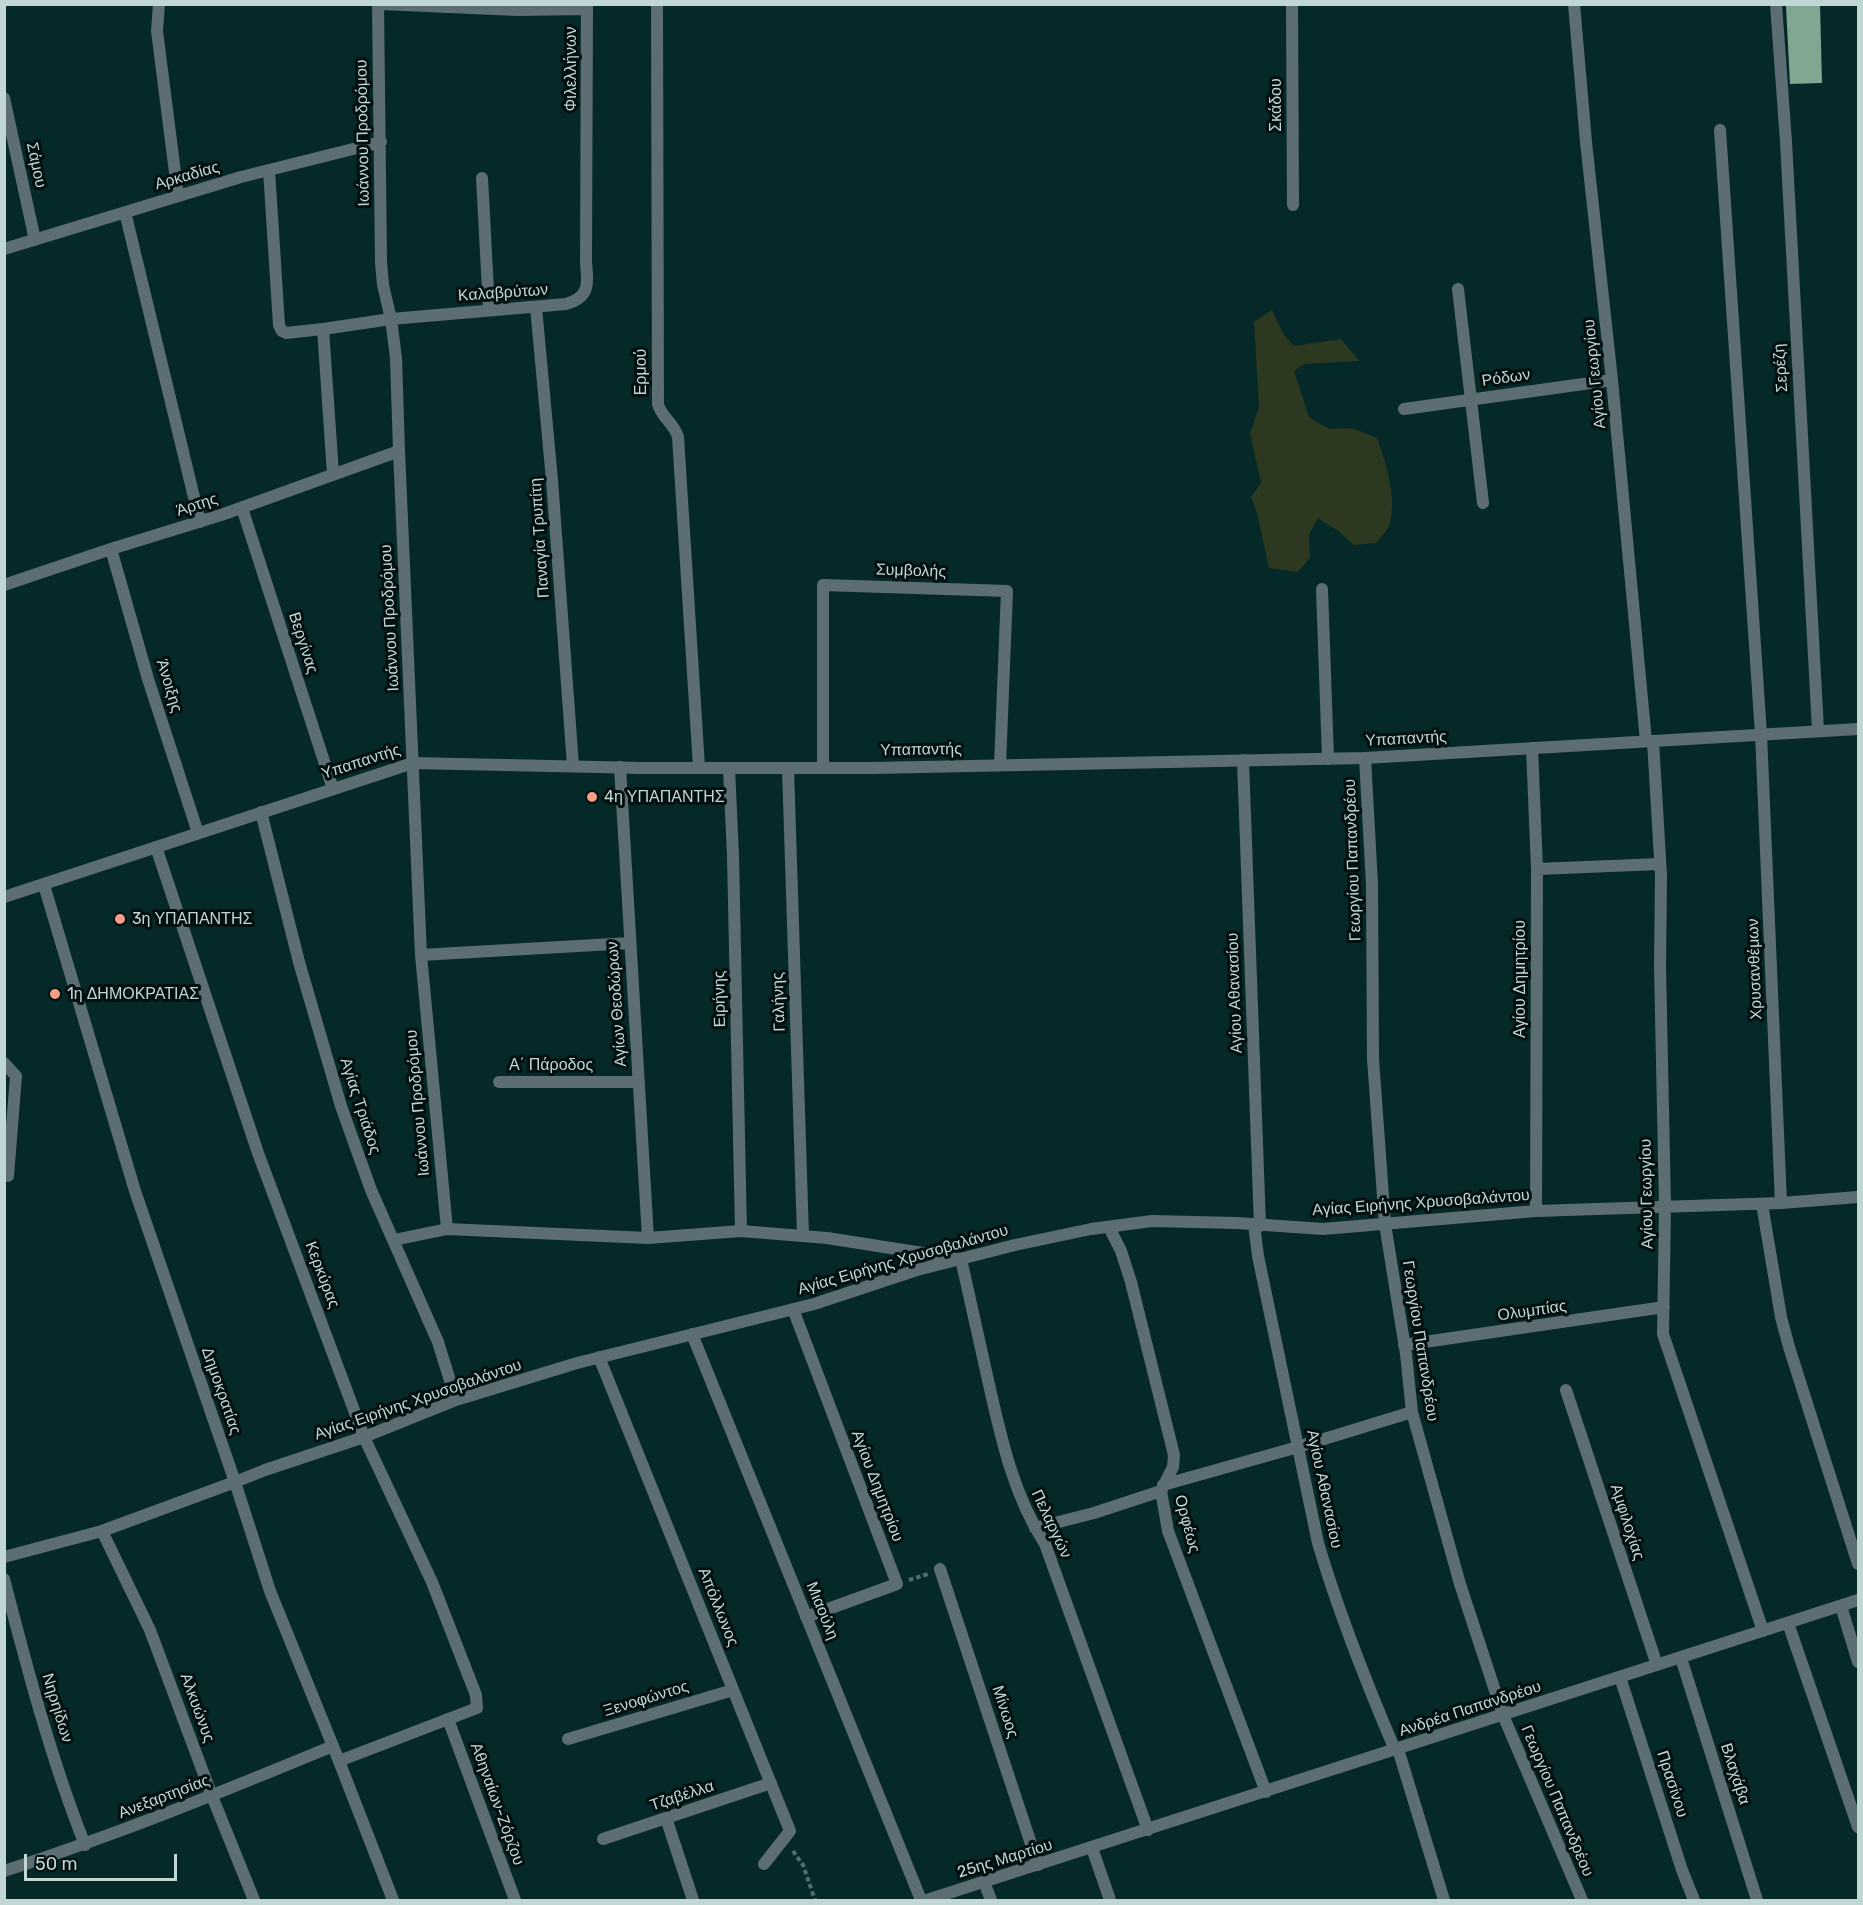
<!DOCTYPE html>
<meta charset="utf-8">
<style>
body{margin:0}
#map{position:relative;width:1863px;height:1905px;overflow:hidden;background:#052928;font-family:Rubik,sans-serif}
canvas{display:block}
.frame{position:absolute;inset:0;border:6px solid #c0d7d5;pointer-events:none}
.scale{position:absolute;left:24px;top:1854px;width:153px;height:27px;box-sizing:border-box;border:3px solid #c0d7d5;border-top:0;padding-left:8px;font-size:18px;line-height:21px;white-space:nowrap;color:#c0d7d5;-webkit-text-stroke:4px #01100f;paint-order:stroke}
</style>
<div id="map">
<canvas width="1863" height="1905"></canvas>
<div class="frame"></div>
<div class="scale">50 m</div>
</div>
<script>
const context = document.querySelector('canvas').getContext('2d');
context.lineJoin = 'round';
function fill(path, color) { context.fillStyle = color; context.fill(path, 'evenodd'); }
function strokePath(path, color, width, dash) { context.strokeStyle = color; context.lineWidth = width; context.lineCap = dash ? 'butt' : 'round'; context.setLineDash(dash || []); context.stroke(path); }
function drawText(font, color, halo, rows, align = 'center') {
  context.font = font + ' Rubik,sans-serif'; context.lineWidth = 6; context.setLineDash([]); context.textBaseline = 'middle'; context.strokeStyle = halo; context.fillStyle = color; for (const [text, x, y, turn = 0] of rows) {
    context.save(); context.translate(x, y); context.rotate((+turn || 0) * Math.PI / 180); context.textAlign = isNaN(turn) ? turn : align; if (halo) context.strokeText(text, 0, 0); context.fillText(text, 0, 0); context.restore();
  }
}
fill(new Path2D(`
 M1272,310L1284,335L1294,346L1341,339L1359,361L1304,364L1294,371L1309,417L1329,429L1352,428L1377,438C1386,465 1399,500 1388,528C1385,533 1380,538 1376,543L1354,545L1338,531L1318,518L1309,534L1310,558L1298,572L1269,568L1257,513L1251,497L1261,483L1250,433L1259,407L1254,322Z`), '#2c381f');
fill(new Path2D(`
 M1820,5L1822,83L1790,84L1786,6Z`), '#81a692');
strokePath(new Path2D(`
 M909,1580L928,1574
 M793,1851L803,1865L815,1900`), '#506f6d', 4, [4.5, 3]);
strokePath(new Path2D(`
 M159,4L157,31L178,196
 M378,4L381,262L383,285L391,319L396,358L399,451L421,955L447,1229
 M381,4L517,10L587,9
 M657,4L658,404C661,417 674,423 678,437L699,767
 M1292,4L1293,205
 M1574,4L1586,142L1612,380L1646,741
 M1776,4L1786,142L1818,730
 M4,98L35,240
 M1720,130L1761,734L1781,1203
 M269,170L279,325L282,331L286,333L323,329L333,474
 M482,178L489,309
 M125,212L200,522
 M4,249L241,177L381,142
 M1458,289L1483,503
 M536,307L552,480L573,766
 M323,329L391,319L566,304C590,297 588,284 586,263L587,4
 M1404,409L1612,380
 M242,508L333,789
 M111,549L148,679L198,833
 M4,585L111,549L221,515L399,451
 M1322,589L1328,759
 M1653,741L1661,875L1660,966L1665,1206L1663,1334L1763,1631
 M1532,748L1537,869L1536,1211
 M1365,758L1372,884L1373,1059L1385,1224L1406,1354L1412,1412L1460,1584L1503,1715L1582,1900
 M1243,760L1260,1226
 M620,767L648,1238
 M729,768L733,856L741,1231
 M788,768L803,1236
 M823,768V585L1007,591L1000,765
 M261,812L299,962L341,1106L371,1190L438,1342L456,1400
 M156,847L258,1153L364,1437L432,1582L476,1695L477,1708L339,1761
 M1537,869L1660,864
 M421,955L630,943
 M4,1063L16,1076L8,1176
 M499,1082H639
 M1762,1204L1781,1317L1789,1347L1858,1564
 M1254,1225L1258,1256L1318,1543C1339,1614 1366,1682 1395,1750
 M1109,1227L1121,1251L1131,1282L1174,1455L1173,1467L1161,1491L1168,1531L1266,1792
 M394,1240L447,1229L648,1238L741,1231L827,1238L961,1259C970,1299 979,1340 988,1380C1001,1438 1013,1494 1045,1544L1148,1830
 M793,1309L897,1584L806,1617
 M692,1334L921,1900
 M1404,1345L1664,1307
 M599,1357L790,1831L764,1864
 M1566,1390L1657,1665
 M265,1470L364,1437L456,1400L577,1363L814,1304L917,1270L1015,1245L1091,1229L1152,1221L1237,1223L1323,1229L1536,1211L1781,1203L1858,1197
 M1163,1485L1298,1447L1412,1412
 M1035,1528L1094,1513L1161,1491
 M102,1531L150,1630L212,1796L254,1900
 M4,1557L102,1531L235,1482
 M940,1569L1038,1865
 M4,1579C27,1668 51,1759 85,1845
 M1841,1606L1858,1662
 M1788,1623L1858,1827
 M1681,1658L1757,1900
 M1620,1677L1682,1870L1694,1900
 M448,1719L515,1900
 M568,1739L733,1690
 M1398,1749L1444,1900
 M666,1818L693,1900
 M603,1839L771,1783
 M1092,1848L1110,1900
 M4,1871C116,1835 224,1791 333,1746
 M984,1882L991,1900
 M927,1900L1858,1600`), '#5d6d74', 12);
strokePath(new Path2D(`
 M44,885L135,1191L235,1482L270,1591L339,1761L393,1900
 M4,897L413,763L642,768H872L1365,758L1858,729
 M235,1482L265,1470`), '#5d6d74', 12);
for (const [x, y, r, color] of [
 [592,797,6,"#f49e88"],
 [120,919,6,"#f49e88"],
 [55,994,6,"#f49e88"]
]) { const dot = new Path2D(); dot.arc(x, y, r, 0, 2 * Math.PI); context.fillStyle = color; context.fill(dot); strokePath(dot, '#01100f', 2); }
drawText('16px', '#c0d7d5', '#01100f', [
 ["Φιλελλήνων",571,69,-90],
 ["Σκάδου",1276,105,-90],
 ["Ιωάννου Προδρόμου",363,133,-91],
 ["Σάμου",36,165,78],
 ["Αρκαδίας",187,176,-16],
 ["Καλαβρύτων",503,293,-4],
 ["Σερέζη",1781,368,-94],
 ["Ερμού",641,372,-90],
 ["Αγίου Γεωργίου",1595,374,-96],
 ["Ρόδων",1506,378,-8],
 ["Άρτης",197,505,-18],
 ["Παναγία Τρυπίτη",540,538,-94],
 ["Συμβολής",911,571,2],
 ["Ιωάννου Προδρόμου",390,618,-93],
 ["Βεργίνας",303,643,72],
 ["Άνοιξης",169,686,73],
 ["Υπαπαντής",1406,739,-3],
 ["Υπαπαντής",921,750,-1],
 ["Υπαπαντής",361,762,-18],
 ["Γεωργίου Παπανδρέου",1353,860,-92],
 ["Χρυσανθέμων",1755,969,-92],
 ["Αγίου Δημητρίου",1520,979,-90],
 ["Αγίου Αθανασίου",1235,993,-92],
 ["Ειρήνης",720,999,-91],
 ["Γαλήνης",779,1002,-92],
 ["Αγίων Θεοδώρων",617,1004,-94],
 ["Α΄ Πάροδος",551,1065],
 ["Ιωάννου Προδρόμου",418,1103,-95],
 ["Αγίας Τριάδος",360,1106,72],
 ["Αγίου Γεωργίου",1647,1194,-91],
 ["Αγίας Ειρήνης Χρυσοβαλάντου",1421,1203,-4],
 ["Αγίας Ειρήνης Χρυσοβαλάντου",903,1260,-16],
 ["Κερκύρας",322,1275,69],
 ["Ολυμπίας",1532,1311,-8],
 ["Γεωργίου Παπανδρέου",1420,1341,81],
 ["Δημοκρατίας",221,1391,71],
 ["Αγίας Ειρήνης Χρυσοβαλάντου",418,1400,-19],
 ["Αγίου Δημητρίου",877,1486,69],
 ["Αγίου Αθανασίου",1324,1489,78],
 ["Αμφιλοχίας",1627,1522,72],
 ["Πελαργών",1051,1524,65],
 ["Ορφέως",1187,1524,75],
 ["Απόλλωνος",718,1607,68],
 ["Μιαούλη",822,1611,68],
 ["Ξενοφώντος",646,1699,-17],
 ["Νηρηίδων",57,1708,73],
 ["Αλκυώνυς",197,1708,70],
 ["Ανδρέα Παπανδρέου",1470,1709,-18],
 ["Μίνωος",1005,1712,72],
 ["Βλαχάβα",1735,1774,72],
 ["Πρασίνου",1672,1784,72],
 ["Τζαβέλλα",682,1796,-18],
 ["Ανεξαρτησίας",164,1797,-21],
 ["Γεωργίου Παπανδρέου",1557,1801,67],
 ["Αθηναίων-Ζόρζου",497,1804,70],
 ["25ης Μαρτίου",1005,1859,-17]
]);
drawText('16px', '#c0d7d5', '#01100f', [
 ["4η ΥΠΑΠΑΝΤΗΣ",604,797],
 ["3η ΥΠΑΠΑΝΤΗΣ",132,919],
 ["1η ΔΗΜΟΚΡΑΤΙΑΣ",67,994]
], 'left');
</script>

::::::::

- _Your objective_: Pictures should not appear; only the lines from the start of the listing above to the line containing "M1292,4L1293,205", both ends included, are to be repeated exactly.

- _Your response_:
<!DOCTYPE html>
<meta charset="utf-8">
<style>
body{margin:0}
#map{position:relative;width:1863px;height:1905px;overflow:hidden;background:#052928;font-family:Rubik,sans-serif}
canvas{display:block}
.frame{position:absolute;inset:0;border:6px solid #c0d7d5;pointer-events:none}
.scale{position:absolute;left:24px;top:1854px;width:153px;height:27px;box-sizing:border-box;border:3px solid #c0d7d5;border-top:0;padding-left:8px;font-size:18px;line-height:21px;white-space:nowrap;color:#c0d7d5;-webkit-text-stroke:4px #01100f;paint-order:stroke}
</style>
<div id="map">
<canvas width="1863" height="1905"></canvas>
<div class="frame"></div>
<div class="scale">50 m</div>
</div>
<script>
const context = document.querySelector('canvas').getContext('2d');
context.lineJoin = 'round';
function fill(path, color) { context.fillStyle = color; context.fill(path, 'evenodd'); }
function strokePath(path, color, width, dash) { context.strokeStyle = color; context.lineWidth = width; context.lineCap = dash ? 'butt' : 'round'; context.setLineDash(dash || []); context.stroke(path); }
function drawText(font, color, halo, rows, align = 'center') {
  context.font = font + ' Rubik,sans-serif'; context.lineWidth = 6; context.setLineDash([]); context.textBaseline = 'middle'; context.strokeStyle = halo; context.fillStyle = color; for (const [text, x, y, turn = 0] of rows) {
    context.save(); context.translate(x, y); context.rotate((+turn || 0) * Math.PI / 180); context.textAlign = isNaN(turn) ? turn : align; if (halo) context.strokeText(text, 0, 0); context.fillText(text, 0, 0); context.restore();
  }
}
fill(new Path2D(`
 M1272,310L1284,335L1294,346L1341,339L1359,361L1304,364L1294,371L1309,417L1329,429L1352,428L1377,438C1386,465 1399,500 1388,528C1385,533 1380,538 1376,543L1354,545L1338,531L1318,518L1309,534L1310,558L1298,572L1269,568L1257,513L1251,497L1261,483L1250,433L1259,407L1254,322Z`), '#2c381f');
fill(new Path2D(`
 M1820,5L1822,83L1790,84L1786,6Z`), '#81a692');
strokePath(new Path2D(`
 M909,1580L928,1574
 M793,1851L803,1865L815,1900`), '#506f6d', 4, [4.5, 3]);
strokePath(new Path2D(`
 M159,4L157,31L178,196
 M378,4L381,262L383,285L391,319L396,358L399,451L421,955L447,1229
 M381,4L517,10L587,9
 M657,4L658,404C661,417 674,423 678,437L699,767
 M1292,4L1293,205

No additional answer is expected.